Abstract
The income protection (IP) market has been in decline for several years now, and is vastly outsold by similar protection products such as critical illness cover (CIC) and mortgage payment protection insurance (MPPI). This report explores the reasons behind this shift, and the steps that the industry and regulatory bodies are taking to address the problem.
Product complexity and underwriting issues are said to be one of the key reasons that IP has experienced such weak sales. This has lead to consumer (and advisor) confusion over the product itself. In addition to this is the perception that IP is an expensive product, coupled with a media-provoked image that protection insurance policies do not pay out. In spite of its many problems, encouraging signs of a market revival have started to emerge, and a number of providers are starting to turn their attention towards IP. As a result, some new and innovative products that address a number of these problem areas are starting to come through. There is still a long way to go, but the signs are pointing in the right direction, and 2008 is starting to look like it may be ' the year for income protection' .
This report comprehensively covers the IP market in the UK (which was historically known as long-term disability insurance or permanent health insurance). In writing this report, Mintel has questioned several key IP providers to verify market trends and to gather detailed information relating to the protection insurance industry. The current issues affecting the IP market are looked at in detail, as well as data relating to the size and growth of the market. Some of the key players in the market are also reviewed in terms of their structure, market share, and recent developments within the industry. In the final section of the report, exclusive consumer research is examined in detail, in light of specific demographic and attitudinal trends, and the insights this points towards.
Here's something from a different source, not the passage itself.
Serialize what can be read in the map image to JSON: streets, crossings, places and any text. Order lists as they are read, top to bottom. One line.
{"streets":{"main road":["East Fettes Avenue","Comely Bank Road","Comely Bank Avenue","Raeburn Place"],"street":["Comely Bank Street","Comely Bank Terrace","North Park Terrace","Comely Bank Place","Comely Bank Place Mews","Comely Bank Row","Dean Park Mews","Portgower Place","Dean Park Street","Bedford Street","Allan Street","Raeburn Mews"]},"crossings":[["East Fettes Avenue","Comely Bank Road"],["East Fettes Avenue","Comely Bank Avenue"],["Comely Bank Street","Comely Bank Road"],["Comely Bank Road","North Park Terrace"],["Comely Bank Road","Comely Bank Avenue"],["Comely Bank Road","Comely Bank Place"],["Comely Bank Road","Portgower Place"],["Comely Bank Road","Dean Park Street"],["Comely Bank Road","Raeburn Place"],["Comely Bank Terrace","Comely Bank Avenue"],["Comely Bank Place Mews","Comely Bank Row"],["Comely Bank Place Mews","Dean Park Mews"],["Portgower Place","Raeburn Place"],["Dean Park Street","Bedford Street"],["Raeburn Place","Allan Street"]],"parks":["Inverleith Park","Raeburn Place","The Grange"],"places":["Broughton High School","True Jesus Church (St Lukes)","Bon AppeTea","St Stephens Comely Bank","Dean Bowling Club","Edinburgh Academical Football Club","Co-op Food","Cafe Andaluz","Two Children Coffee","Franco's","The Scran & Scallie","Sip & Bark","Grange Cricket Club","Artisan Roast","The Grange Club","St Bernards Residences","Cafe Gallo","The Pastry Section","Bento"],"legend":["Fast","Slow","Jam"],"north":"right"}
IMPORTANT: A number of mainstream, general insurance companies, offer what they call ' income protection' , but which is actually short-term, non-mortgage related, accident, sickness and unemployment insurance (ASU), also referred to as payment protection insurance (PPI). The scope of this report does not extend to these products. The principal difference between ASU and long-term IP as covered in this report, is that firstly, ASU covers unemployment, and secondly, ASU will only pay benefits for a period of 1-2 years. Furthermore, unlike ASU, the domain of IP tends to be more associated with specialist protection providers as well as the large life and pension companies.